PROBLEM REQUIREMENTS »
The response must contain every line from the records below that has "image".

-- Opening Marker --

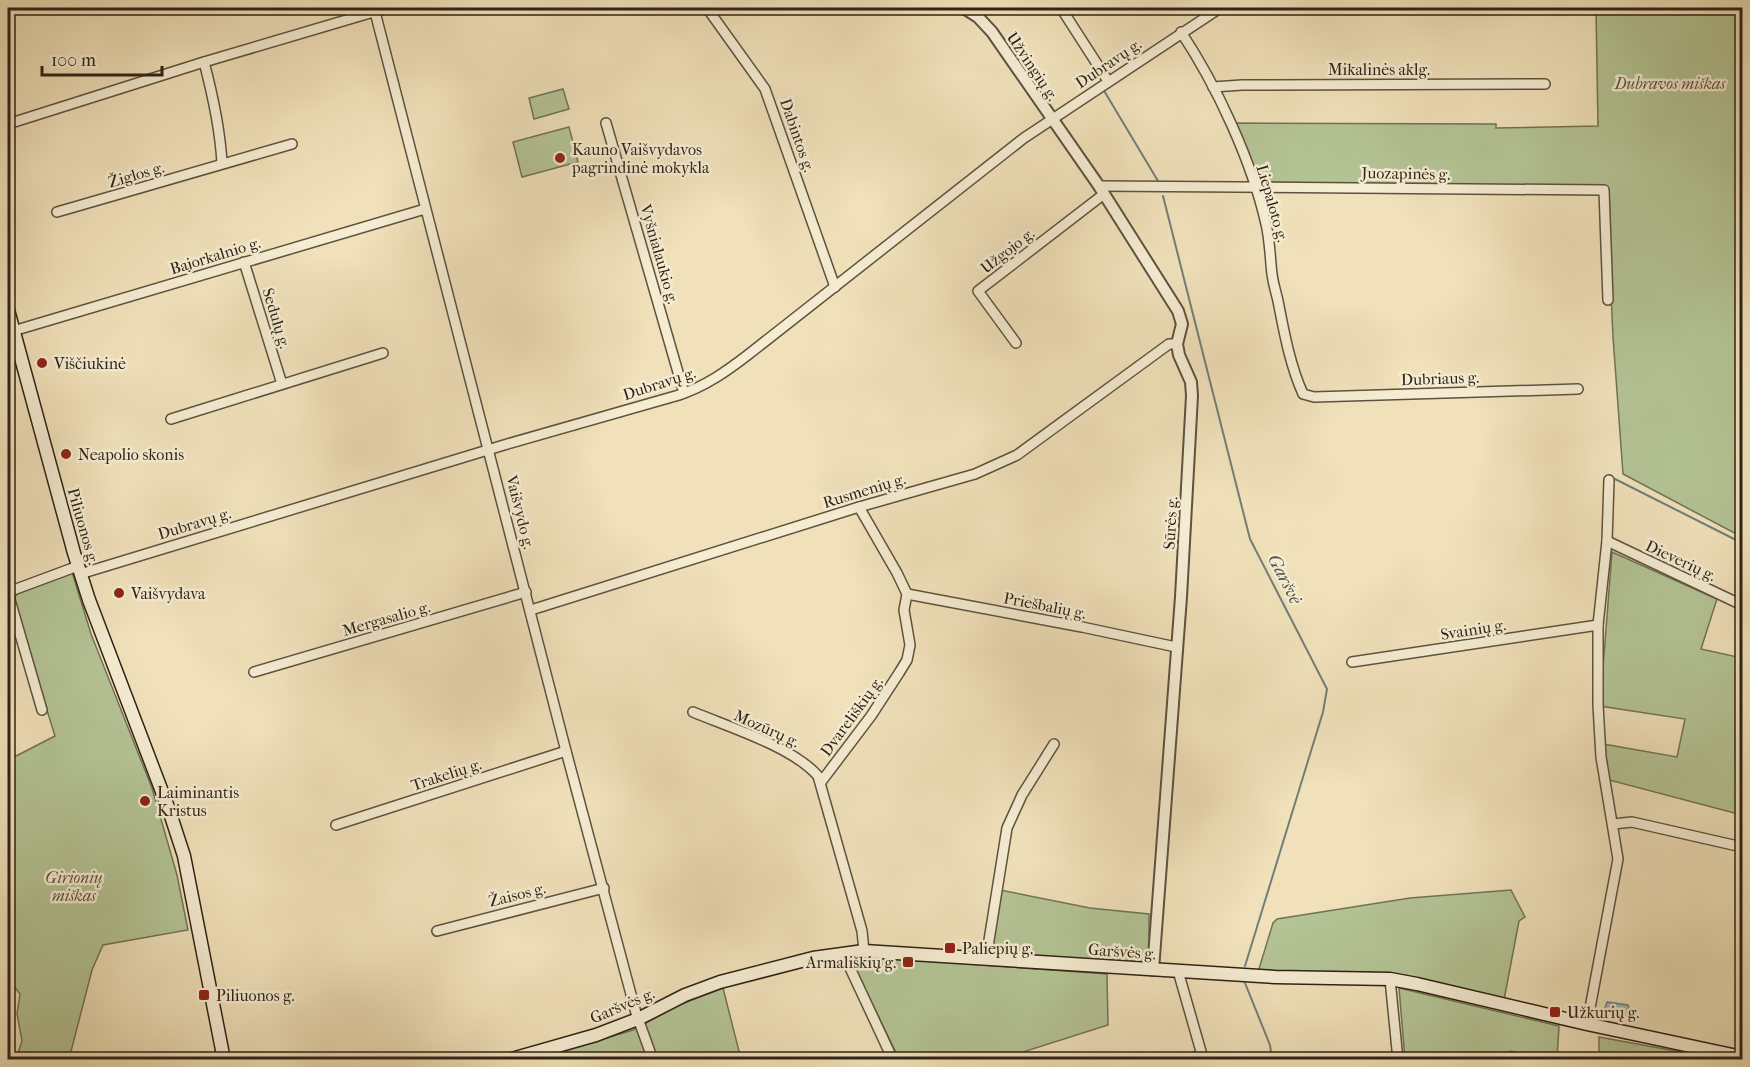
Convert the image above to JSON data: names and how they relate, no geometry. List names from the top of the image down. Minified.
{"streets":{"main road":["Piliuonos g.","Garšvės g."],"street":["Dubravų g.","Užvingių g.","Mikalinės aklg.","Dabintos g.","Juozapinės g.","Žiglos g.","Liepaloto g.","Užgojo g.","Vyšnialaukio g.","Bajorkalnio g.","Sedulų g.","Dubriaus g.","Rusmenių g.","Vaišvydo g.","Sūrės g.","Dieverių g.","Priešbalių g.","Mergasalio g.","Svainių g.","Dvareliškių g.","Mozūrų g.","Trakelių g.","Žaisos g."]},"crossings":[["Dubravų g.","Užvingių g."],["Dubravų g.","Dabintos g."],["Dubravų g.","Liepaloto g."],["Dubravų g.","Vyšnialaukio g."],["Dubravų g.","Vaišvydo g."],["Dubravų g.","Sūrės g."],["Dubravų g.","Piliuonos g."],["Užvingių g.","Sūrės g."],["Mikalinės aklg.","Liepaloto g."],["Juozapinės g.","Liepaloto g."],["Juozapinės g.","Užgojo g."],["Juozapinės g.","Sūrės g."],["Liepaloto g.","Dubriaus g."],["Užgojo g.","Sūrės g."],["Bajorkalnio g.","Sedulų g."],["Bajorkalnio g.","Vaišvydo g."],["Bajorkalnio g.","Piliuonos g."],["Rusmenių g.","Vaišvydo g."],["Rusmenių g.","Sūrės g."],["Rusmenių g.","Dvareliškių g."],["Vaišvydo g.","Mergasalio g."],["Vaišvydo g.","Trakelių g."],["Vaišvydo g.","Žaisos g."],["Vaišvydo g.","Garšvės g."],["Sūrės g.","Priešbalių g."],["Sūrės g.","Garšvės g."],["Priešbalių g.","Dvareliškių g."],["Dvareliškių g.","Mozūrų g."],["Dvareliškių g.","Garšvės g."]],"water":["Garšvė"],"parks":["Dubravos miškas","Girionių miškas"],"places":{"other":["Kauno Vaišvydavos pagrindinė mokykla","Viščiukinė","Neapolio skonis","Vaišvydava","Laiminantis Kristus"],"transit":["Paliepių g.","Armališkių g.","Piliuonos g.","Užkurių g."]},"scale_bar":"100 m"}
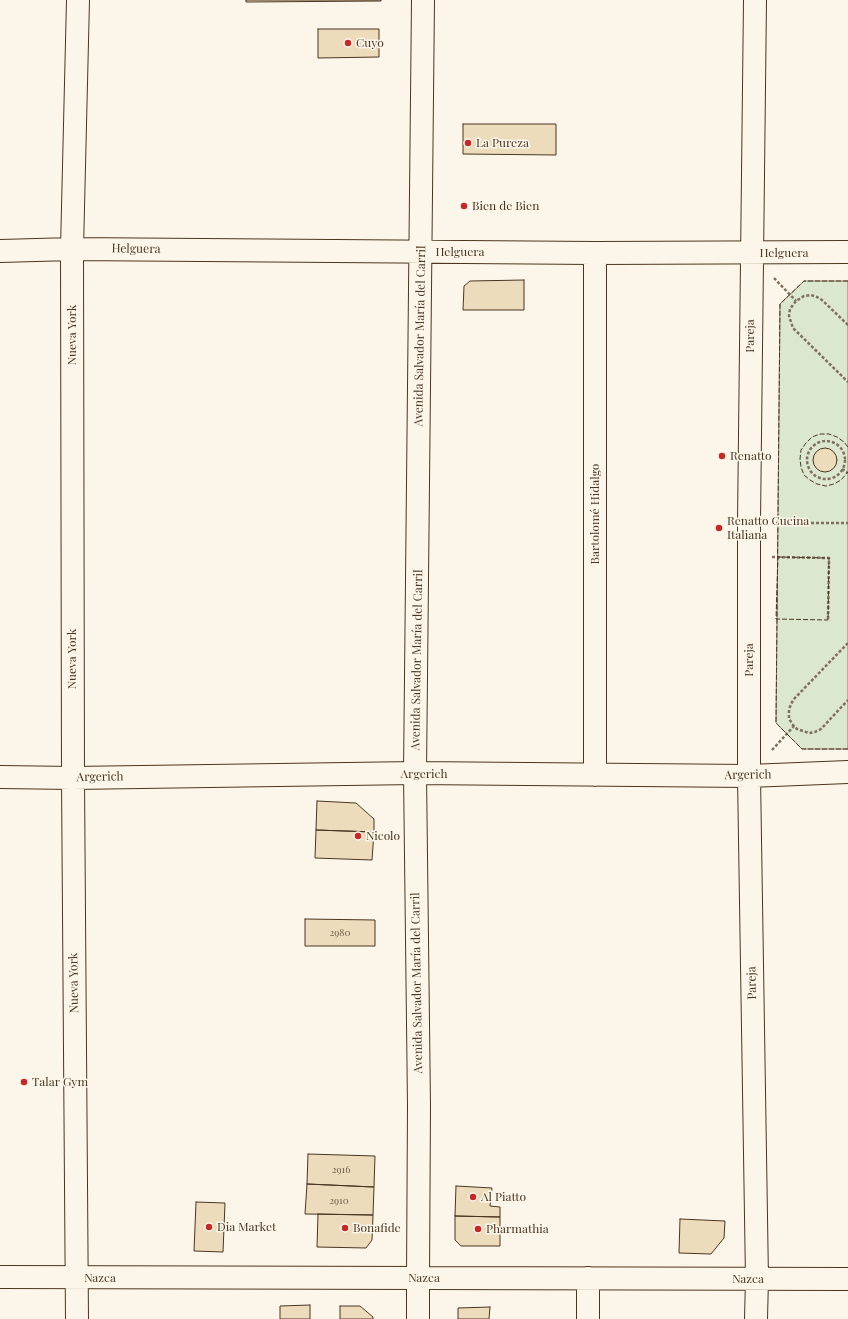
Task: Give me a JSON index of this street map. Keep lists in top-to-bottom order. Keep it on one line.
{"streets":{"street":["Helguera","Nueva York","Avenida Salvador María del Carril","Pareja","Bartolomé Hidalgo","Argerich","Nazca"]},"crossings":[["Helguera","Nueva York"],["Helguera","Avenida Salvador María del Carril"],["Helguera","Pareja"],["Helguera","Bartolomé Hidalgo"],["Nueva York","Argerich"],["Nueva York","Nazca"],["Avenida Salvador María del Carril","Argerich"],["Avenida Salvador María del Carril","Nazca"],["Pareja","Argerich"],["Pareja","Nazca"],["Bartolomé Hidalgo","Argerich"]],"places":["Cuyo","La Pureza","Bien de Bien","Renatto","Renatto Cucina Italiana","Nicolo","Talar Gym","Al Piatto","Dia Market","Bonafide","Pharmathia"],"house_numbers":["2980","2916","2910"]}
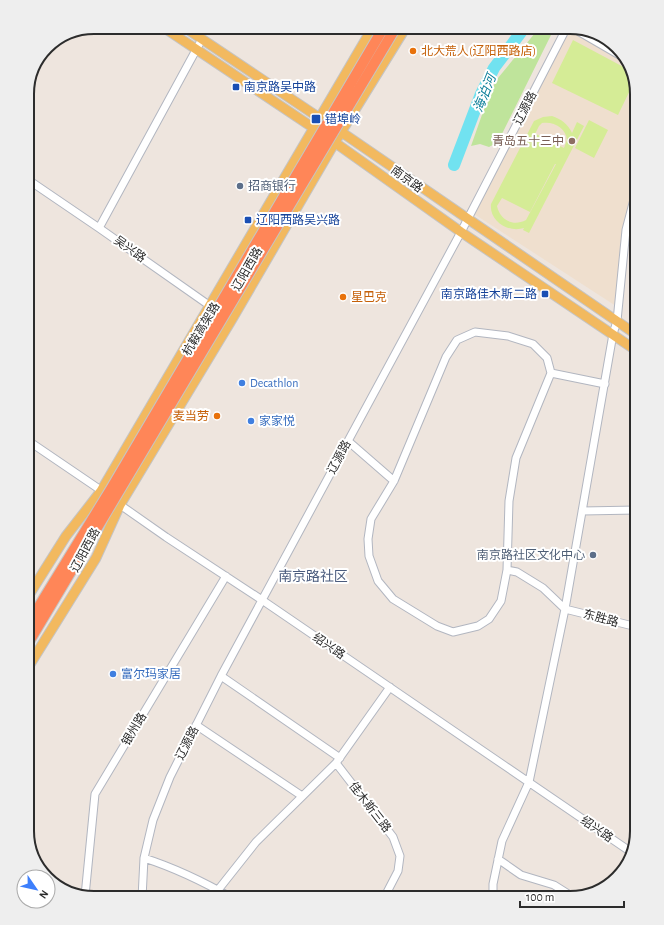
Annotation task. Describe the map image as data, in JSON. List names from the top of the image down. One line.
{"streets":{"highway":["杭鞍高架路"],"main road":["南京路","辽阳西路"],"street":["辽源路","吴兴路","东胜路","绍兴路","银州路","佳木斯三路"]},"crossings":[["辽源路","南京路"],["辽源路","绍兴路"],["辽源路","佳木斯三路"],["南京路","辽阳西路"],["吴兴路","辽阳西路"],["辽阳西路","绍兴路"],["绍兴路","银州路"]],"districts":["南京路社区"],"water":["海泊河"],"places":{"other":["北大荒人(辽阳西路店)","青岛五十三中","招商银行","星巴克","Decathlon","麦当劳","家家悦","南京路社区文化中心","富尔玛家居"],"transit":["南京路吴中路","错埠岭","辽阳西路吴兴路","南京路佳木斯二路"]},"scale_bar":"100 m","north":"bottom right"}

-- Closing Marker --

WRITTEN ANSWER »
Convert the image above to JSON data: names and how they relate, no geometry. List names from the top of the image down. Minified.
Annotation task. Describe the map image as data, in JSON. List names from the top of the image down. One line.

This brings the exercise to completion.